* WHAT IS EXPECTED *
In the material below, some lines carry "setLineDash". Copy each such line.
[Start of section]
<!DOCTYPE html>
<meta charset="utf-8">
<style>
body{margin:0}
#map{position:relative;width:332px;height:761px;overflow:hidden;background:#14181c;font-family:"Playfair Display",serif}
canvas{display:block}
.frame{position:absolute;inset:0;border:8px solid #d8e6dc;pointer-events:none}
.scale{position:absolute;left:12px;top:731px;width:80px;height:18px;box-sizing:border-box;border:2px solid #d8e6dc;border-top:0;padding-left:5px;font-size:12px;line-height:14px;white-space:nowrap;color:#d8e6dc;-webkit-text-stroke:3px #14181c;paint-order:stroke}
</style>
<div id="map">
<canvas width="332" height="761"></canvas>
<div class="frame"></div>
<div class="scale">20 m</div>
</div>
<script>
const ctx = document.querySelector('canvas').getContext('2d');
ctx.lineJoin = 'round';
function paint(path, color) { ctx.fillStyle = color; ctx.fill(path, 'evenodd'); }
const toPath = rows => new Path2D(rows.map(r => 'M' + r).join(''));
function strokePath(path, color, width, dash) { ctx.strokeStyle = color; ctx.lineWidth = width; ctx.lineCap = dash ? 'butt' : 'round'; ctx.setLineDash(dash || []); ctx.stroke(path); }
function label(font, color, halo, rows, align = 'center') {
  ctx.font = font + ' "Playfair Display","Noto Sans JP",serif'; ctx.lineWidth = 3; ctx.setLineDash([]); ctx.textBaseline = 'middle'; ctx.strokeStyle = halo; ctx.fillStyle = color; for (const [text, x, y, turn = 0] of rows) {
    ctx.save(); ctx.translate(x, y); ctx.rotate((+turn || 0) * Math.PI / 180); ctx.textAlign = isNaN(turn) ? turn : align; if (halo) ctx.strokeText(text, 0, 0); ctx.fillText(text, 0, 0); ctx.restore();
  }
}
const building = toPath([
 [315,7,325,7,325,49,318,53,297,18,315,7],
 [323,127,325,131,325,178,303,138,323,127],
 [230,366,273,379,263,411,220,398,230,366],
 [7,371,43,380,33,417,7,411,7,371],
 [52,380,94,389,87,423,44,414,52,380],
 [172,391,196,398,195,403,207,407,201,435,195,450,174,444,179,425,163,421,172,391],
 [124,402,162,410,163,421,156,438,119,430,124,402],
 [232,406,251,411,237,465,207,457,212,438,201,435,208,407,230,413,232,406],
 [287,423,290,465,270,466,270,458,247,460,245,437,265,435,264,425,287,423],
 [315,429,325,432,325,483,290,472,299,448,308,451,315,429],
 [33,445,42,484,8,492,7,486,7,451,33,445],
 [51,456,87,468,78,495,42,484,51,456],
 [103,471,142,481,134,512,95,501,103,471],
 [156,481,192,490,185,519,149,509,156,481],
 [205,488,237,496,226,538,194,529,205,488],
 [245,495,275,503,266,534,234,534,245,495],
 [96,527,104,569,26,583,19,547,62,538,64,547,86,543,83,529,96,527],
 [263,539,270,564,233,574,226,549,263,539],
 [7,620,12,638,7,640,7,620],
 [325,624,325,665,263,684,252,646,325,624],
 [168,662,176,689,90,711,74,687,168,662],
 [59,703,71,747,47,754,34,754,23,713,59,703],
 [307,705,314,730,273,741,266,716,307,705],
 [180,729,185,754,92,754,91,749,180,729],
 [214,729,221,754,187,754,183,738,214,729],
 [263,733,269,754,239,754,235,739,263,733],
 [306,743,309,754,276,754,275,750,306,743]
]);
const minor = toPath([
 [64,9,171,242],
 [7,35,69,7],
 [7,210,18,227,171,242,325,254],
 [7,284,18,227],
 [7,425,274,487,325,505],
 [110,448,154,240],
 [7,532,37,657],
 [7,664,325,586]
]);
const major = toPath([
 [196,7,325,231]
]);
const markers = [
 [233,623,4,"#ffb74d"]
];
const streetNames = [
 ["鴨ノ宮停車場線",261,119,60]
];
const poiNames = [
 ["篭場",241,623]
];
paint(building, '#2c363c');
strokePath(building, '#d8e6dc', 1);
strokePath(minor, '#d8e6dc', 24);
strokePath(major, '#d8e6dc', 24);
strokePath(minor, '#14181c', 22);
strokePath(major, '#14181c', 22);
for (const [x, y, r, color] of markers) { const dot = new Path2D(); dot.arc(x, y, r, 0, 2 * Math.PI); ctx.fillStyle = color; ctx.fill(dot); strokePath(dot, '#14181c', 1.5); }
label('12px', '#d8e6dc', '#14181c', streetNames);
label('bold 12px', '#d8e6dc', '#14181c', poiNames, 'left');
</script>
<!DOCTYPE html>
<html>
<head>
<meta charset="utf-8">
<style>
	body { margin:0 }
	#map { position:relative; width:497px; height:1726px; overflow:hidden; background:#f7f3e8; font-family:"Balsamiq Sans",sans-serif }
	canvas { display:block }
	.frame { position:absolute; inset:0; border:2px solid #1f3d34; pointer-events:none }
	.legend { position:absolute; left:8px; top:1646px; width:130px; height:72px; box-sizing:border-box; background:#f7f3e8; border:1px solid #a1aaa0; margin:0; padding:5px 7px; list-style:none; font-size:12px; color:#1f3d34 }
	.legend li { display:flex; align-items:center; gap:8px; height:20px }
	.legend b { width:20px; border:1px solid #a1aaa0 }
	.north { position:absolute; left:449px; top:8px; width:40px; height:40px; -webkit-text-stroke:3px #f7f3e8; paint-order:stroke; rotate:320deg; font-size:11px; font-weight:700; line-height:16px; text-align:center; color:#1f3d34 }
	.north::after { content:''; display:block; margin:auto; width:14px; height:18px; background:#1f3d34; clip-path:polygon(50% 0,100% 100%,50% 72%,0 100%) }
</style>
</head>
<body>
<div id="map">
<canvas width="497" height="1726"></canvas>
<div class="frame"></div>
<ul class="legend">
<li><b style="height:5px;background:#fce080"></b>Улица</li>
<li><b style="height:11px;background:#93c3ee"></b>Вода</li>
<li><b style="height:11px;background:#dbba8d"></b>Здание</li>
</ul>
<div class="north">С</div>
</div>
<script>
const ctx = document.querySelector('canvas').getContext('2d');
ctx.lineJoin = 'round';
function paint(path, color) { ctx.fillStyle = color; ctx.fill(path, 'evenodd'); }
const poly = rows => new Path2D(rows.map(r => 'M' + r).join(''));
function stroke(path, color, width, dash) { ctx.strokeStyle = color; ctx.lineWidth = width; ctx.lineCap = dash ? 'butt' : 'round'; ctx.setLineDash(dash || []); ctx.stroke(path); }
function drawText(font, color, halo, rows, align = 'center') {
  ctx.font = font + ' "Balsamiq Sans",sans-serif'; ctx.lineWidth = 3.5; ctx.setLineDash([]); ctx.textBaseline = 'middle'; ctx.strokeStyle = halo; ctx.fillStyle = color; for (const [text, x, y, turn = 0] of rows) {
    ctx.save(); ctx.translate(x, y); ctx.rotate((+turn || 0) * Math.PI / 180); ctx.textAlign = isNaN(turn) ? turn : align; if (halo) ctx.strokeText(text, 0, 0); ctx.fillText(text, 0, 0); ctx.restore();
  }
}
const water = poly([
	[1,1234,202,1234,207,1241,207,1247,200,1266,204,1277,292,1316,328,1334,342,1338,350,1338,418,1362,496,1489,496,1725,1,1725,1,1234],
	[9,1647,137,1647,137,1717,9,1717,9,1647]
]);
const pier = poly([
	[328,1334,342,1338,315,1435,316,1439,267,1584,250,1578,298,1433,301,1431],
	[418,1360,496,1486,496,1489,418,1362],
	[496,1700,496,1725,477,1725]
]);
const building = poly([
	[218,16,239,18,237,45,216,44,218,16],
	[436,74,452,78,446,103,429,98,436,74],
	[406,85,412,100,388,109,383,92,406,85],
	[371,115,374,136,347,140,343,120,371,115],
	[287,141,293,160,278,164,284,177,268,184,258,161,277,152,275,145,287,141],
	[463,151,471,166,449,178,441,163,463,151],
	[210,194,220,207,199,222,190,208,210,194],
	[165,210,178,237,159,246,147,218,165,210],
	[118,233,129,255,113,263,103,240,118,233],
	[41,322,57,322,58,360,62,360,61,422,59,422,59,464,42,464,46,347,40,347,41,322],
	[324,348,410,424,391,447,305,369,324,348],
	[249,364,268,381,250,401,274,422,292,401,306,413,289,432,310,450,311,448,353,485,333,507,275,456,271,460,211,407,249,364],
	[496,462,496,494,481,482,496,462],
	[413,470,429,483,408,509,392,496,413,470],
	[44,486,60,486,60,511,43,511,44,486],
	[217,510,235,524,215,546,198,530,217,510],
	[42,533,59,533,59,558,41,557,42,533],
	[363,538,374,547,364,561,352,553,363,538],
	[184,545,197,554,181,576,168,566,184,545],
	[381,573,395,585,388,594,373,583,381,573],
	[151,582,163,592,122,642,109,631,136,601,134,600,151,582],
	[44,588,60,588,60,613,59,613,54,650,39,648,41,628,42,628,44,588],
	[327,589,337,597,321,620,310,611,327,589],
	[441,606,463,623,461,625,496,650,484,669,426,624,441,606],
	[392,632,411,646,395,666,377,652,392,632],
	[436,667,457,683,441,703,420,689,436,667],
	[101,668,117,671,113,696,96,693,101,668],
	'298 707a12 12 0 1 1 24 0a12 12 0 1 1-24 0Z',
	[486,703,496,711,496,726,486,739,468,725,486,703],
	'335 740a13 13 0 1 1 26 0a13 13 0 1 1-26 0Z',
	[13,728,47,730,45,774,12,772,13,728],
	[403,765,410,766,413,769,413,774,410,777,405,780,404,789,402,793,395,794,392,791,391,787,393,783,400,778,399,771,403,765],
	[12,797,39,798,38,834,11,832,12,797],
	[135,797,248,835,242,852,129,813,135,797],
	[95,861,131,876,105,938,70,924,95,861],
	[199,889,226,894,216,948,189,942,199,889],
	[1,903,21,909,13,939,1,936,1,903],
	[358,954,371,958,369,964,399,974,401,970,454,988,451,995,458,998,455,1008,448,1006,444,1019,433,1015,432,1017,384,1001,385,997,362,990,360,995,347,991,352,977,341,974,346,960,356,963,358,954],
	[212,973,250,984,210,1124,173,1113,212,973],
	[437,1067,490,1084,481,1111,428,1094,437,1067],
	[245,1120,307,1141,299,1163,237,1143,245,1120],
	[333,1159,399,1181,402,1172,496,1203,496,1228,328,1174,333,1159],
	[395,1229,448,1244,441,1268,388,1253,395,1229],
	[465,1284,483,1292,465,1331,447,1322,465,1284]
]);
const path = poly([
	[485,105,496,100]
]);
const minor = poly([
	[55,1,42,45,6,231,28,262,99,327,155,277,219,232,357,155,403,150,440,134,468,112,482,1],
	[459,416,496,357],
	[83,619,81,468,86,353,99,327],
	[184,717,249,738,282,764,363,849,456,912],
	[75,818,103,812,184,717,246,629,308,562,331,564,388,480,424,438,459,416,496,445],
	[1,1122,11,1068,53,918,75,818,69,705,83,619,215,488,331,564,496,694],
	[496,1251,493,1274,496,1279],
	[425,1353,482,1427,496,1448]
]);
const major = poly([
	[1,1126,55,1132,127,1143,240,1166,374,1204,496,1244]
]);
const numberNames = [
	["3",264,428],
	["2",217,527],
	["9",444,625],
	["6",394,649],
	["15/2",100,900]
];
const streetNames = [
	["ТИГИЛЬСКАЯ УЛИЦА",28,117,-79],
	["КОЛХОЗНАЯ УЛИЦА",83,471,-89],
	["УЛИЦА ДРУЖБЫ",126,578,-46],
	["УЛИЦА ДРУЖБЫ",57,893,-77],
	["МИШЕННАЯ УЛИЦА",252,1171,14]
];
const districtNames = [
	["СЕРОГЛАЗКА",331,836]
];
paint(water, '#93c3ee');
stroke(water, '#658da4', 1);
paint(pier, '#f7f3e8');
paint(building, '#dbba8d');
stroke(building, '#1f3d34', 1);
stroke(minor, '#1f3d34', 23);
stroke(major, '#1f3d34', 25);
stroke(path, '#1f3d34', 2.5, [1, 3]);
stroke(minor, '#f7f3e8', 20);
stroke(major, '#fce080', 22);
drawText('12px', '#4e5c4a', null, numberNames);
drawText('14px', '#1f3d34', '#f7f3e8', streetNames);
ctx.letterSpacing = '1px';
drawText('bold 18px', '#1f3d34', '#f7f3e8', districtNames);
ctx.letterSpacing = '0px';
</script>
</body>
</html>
[End of section]
* ANSWER FOR THIS EXERCISE *
function strokePath(path, color, width, dash) { ctx.strokeStyle = color; ctx.lineWidth = width; ctx.lineCap = dash ? 'butt' : 'round'; ctx.setLineDash(dash || []); ctx.stroke(path); }
  ctx.font = font + ' "Playfair Display","Noto Sans JP",serif'; ctx.lineWidth = 3; ctx.setLineDash([]); ctx.textBaseline = 'middle'; ctx.strokeStyle = halo; ctx.fillStyle = color; for (const [text, x, y, turn = 0] of rows) {
function stroke(path, color, width, dash) { ctx.strokeStyle = color; ctx.lineWidth = width; ctx.lineCap = dash ? 'butt' : 'round'; ctx.setLineDash(dash || []); ctx.stroke(path); }
  ctx.font = font + ' "Balsamiq Sans",sans-serif'; ctx.lineWidth = 3.5; ctx.setLineDash([]); ctx.textBaseline = 'middle'; ctx.strokeStyle = halo; ctx.fillStyle = color; for (const [text, x, y, turn = 0] of rows) {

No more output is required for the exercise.